↓↓↓

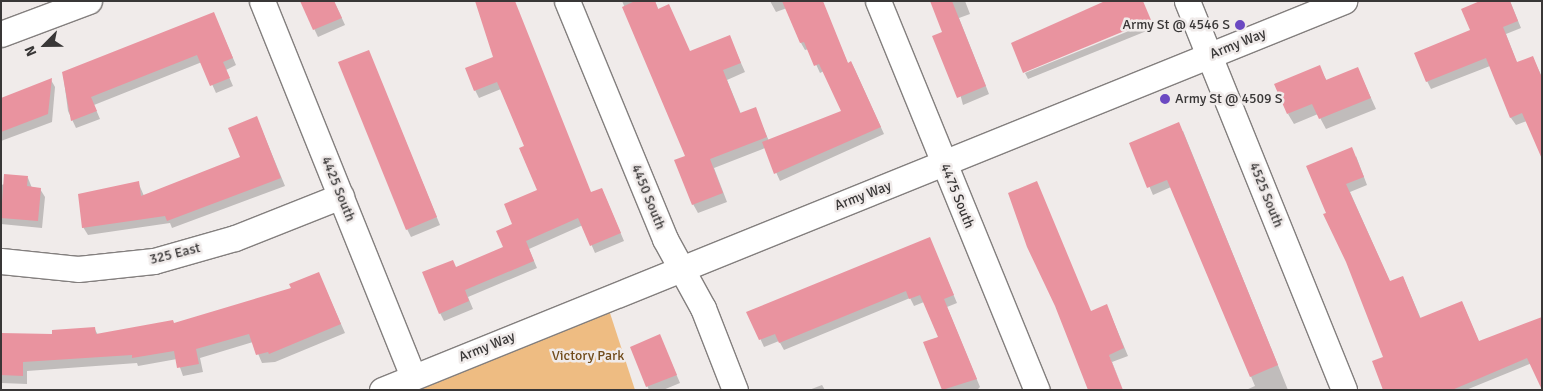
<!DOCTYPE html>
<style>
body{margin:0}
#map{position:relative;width:1543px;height:391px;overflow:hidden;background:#f0ebea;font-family:Signika,sans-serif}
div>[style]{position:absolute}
.green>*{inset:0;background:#eebc82}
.shadow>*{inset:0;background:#0003}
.building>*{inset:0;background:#e9939f}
.roads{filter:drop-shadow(1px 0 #837f7e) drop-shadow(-1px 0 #837f7e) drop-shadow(0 1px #837f7e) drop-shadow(0 -1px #837f7e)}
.minor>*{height:25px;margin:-12.5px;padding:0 12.5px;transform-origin:12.5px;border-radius:12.5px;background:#fff}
.dots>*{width:14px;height:14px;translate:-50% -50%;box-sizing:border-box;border:2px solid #f0ebea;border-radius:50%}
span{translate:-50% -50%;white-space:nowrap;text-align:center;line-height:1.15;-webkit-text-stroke:5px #f0ebea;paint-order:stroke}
.poi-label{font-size:14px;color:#393737}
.right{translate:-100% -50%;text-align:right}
.left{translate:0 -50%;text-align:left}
.street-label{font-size:14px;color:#393737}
.park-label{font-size:14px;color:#714c1b}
.frame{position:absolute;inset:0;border:2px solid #393737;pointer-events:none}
.north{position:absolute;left:20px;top:20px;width:50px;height:50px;-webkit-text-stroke:4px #f0ebea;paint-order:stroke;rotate:247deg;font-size:14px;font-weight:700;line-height:20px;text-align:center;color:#393737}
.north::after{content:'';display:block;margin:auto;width:18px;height:22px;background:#393737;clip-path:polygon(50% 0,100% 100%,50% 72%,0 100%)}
</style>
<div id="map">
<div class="green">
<i style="clip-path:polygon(609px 310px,635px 390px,417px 390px)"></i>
</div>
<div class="shadow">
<i style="clip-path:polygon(301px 1px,334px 1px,345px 25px,318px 37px)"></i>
<i style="clip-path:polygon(622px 1px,655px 1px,667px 31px,637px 35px)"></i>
<i style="clip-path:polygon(770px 1px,822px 1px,848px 64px,851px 62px,855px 70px,884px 134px,780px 181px,765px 148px,714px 168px,727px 202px,698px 213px,693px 204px,687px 156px,729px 36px,745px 72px,727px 80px,741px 114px,755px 109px,769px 141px,843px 112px,824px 71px,820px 73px,809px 49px,805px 50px,801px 43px,787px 8px,776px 12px)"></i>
<i style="clip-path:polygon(931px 1px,965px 1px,970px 14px,959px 18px,989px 94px,963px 105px,944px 33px)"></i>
<i style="clip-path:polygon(1510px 1px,1521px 28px,1506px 34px,1517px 63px,1533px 58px,1542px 77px,1542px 157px,1527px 121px,1516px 125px,1511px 118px,1490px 66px,1431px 89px,1427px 81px,1471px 31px)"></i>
<i style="clip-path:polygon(214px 14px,236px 65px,226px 70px,233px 86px,216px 93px,202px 62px,94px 105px,100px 119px,76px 128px,68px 111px,63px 73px)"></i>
<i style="clip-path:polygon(1151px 22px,1154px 28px,1028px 79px,1025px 73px)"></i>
<i style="clip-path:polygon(369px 52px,440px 225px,411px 237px,407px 229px)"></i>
<i style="clip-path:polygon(495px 57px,591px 193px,602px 189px,624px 241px,595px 253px,583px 225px,529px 249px,537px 268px,468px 297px,473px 309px,444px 321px,440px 313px,456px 269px,505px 248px,514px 225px,538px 191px,525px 147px,501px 89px,479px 98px,475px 90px)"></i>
<i style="clip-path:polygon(1319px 67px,1327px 81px,1358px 69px,1376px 109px,1326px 129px,1318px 114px,1294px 124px,1288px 114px)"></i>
<i style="clip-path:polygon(51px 80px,55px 87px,52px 122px,1px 141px,1px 99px)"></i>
<i style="clip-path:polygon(257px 118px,285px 186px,172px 228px,170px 223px,88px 235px,83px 227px,138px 182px,144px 196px,242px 157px)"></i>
<i style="clip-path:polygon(1183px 131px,1288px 390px,1246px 390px,1255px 386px,1171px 187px,1153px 195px,1131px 143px)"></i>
<i style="clip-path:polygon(1356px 156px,1367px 185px,1350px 192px,1390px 282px,1403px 277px,1421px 319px,1462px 302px,1479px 342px,1542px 359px,1466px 390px,1384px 390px,1385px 357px,1327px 213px)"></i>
<i style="clip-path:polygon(28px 178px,32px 188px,40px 189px,45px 197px,42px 228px,1px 224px,1px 185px)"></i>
<i style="clip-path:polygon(930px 239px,957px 303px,947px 307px,980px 387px,977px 390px,944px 390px,925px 343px,939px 337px,924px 302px,914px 306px,910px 298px,784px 350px,779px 341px,764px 347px,748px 312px)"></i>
<i style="clip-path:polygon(319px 274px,345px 333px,275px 362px,262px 363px,253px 342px,200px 358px,203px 372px,183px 376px,177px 359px,138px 366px,137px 363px,27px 371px,27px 384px,1px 383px,1px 334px,54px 336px,94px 328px,98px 335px,174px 324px,292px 289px)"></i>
<i style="clip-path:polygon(1107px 306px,1128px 356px,1112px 362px,1123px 390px,1091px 312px)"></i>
<i style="clip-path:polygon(663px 343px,680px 383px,663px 390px,649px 390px,631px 347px)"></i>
<i style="clip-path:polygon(822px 385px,825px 390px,809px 390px)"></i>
</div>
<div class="building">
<i style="clip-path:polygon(300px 1px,334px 1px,342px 18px,313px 30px)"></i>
<i style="clip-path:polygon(475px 1px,515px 1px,591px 192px,602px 188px,621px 233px,590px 246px,578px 218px,526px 241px,534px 261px,465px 290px,469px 301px,439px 314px,422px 272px,453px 260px,456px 267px,503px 247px,496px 231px,512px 224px,504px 204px,537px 190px,519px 148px,524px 146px,497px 82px,474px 91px,465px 68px,493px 57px)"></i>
<i style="clip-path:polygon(635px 1px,655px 1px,658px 9px,669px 4px,690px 51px,730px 35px,741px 63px,723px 70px,740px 113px,756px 107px,767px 137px,710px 159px,723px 193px,692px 205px,674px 160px,685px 156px,622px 7px)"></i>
<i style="clip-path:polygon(782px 1px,823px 1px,848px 63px,851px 61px,881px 127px,774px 174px,762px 142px,841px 111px,819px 64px,814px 66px,804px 42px,800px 43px)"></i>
<i style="clip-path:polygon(930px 1px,952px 1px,986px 86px,957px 98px,932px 36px,942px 32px)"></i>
<i style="clip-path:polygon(1105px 1px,1143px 1px,1151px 20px,1023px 73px,1011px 43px)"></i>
<i style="clip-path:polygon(1480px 1px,1510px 1px,1518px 21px,1503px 27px,1517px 62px,1533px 56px,1542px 78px,1542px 159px,1522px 113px,1510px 118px,1486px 58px,1426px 82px,1414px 53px,1470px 30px,1461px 9px)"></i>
<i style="clip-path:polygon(214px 12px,233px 58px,223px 62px,230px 78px,210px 86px,197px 55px,91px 97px,97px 111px,71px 121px,62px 72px)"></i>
<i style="clip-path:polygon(369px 50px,437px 217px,406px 230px,338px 62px)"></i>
<i style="clip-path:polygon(1320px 65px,1326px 80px,1358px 67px,1371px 98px,1319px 119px,1312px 104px,1287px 114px,1274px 84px)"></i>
<i style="clip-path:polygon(52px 78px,48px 114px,1px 132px,1px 98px)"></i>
<i style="clip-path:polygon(257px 116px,281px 178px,167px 221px,165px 216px,82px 228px,78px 194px,139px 181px,141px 196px,240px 157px,228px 128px)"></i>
<i style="clip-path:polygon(1179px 122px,1278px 365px,1250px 377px,1167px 180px,1147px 188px,1129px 143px)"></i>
<i style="clip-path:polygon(1352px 147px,1364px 177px,1346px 184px,1390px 281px,1403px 276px,1420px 318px,1462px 301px,1479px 341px,1542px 317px,1542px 390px,1527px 358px,1452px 390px,1383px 390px,1372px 361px,1383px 357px,1346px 262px,1323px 214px,1326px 213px,1306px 166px)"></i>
<i style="clip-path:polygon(4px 174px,28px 176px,27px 186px,41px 188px,38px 221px,1px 218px)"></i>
<i style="clip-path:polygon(1037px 181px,1091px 311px,1107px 304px,1124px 348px,1109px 355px,1123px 390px,1088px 390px,1055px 306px,1027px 247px,1008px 193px)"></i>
<i style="clip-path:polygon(930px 237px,954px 295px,944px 299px,977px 379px,942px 390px,923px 342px,938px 337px,920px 295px,909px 299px,906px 291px,779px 343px,775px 334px,759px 340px,746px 312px)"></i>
<i style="clip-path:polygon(319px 272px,341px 324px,269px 354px,268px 352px,256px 355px,249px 334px,196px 349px,199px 364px,177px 368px,174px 351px,132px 358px,132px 355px,23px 362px,23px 376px,1px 375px,1px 333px,52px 334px,52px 330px,95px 327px,96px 334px,173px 320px,174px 323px,291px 288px,289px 284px)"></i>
<i style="clip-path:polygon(660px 334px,677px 375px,646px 387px,630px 347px)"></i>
</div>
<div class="roads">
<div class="minor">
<i style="left:262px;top:1px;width:404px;rotate:68.1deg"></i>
<i style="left:567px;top:1px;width:257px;rotate:67.6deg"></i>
<i style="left:665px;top:239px;width:79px;rotate:61.2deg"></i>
<i style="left:703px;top:308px;width:88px;rotate:68.7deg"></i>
<i style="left:878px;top:1px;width:420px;rotate:67.8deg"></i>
<i style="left:1187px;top:1px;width:419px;rotate:68deg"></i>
<i style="left:1px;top:34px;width:94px;rotate:-20.6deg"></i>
<i style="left:1px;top:261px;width:77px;rotate:5.9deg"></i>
<i style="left:78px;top:269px;width:76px;rotate:-6deg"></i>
<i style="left:154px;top:261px;width:84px;rotate:-15.9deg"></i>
<i style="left:235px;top:238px;width:114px;rotate:-21.6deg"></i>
<i style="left:382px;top:390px;width:1038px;rotate:-22.02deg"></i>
</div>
</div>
<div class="dots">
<i style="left:1240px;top:25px;background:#6b49c2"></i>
<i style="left:1165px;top:99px;background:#6b49c2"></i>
</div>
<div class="poi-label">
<span class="right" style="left:1230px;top:25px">Army St @ 4546 S</span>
<span class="left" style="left:1175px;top:99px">Army St @ 4509 S</span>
</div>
<div class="street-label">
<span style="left:1238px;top:44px;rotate:-22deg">Army Way</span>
<span style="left:338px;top:189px;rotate:68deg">4425 South</span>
<span style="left:1266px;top:195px;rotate:68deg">4525 South</span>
<span style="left:863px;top:196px;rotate:-21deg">Army Way</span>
<span style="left:957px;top:196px;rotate:68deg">4475 South</span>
<span style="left:648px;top:197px;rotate:68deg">4450 South</span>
<span style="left:175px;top:254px;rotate:-14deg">325 East</span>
<span style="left:487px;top:347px;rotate:-22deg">Army Way</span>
</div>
<div class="park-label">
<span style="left:588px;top:356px">Victory Park</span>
</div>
<div class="frame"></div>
<div class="north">N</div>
</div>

↑↑↑

AIM OF THE EXERCISE: The lines from the start of the records above through the line that holds "0 #837f7e) drop-shadow(-1px" are to be copied exactly, both ends included, and no pictures are to be copied.

OUTPUT:
<!DOCTYPE html>
<style>
body{margin:0}
#map{position:relative;width:1543px;height:391px;overflow:hidden;background:#f0ebea;font-family:Signika,sans-serif}
div>[style]{position:absolute}
.green>*{inset:0;background:#eebc82}
.shadow>*{inset:0;background:#0003}
.building>*{inset:0;background:#e9939f}
.roads{filter:drop-shadow(1px 0 #837f7e) drop-shadow(-1px 0 #837f7e) drop-shadow(0 1px #837f7e) drop-shadow(0 -1px #837f7e)}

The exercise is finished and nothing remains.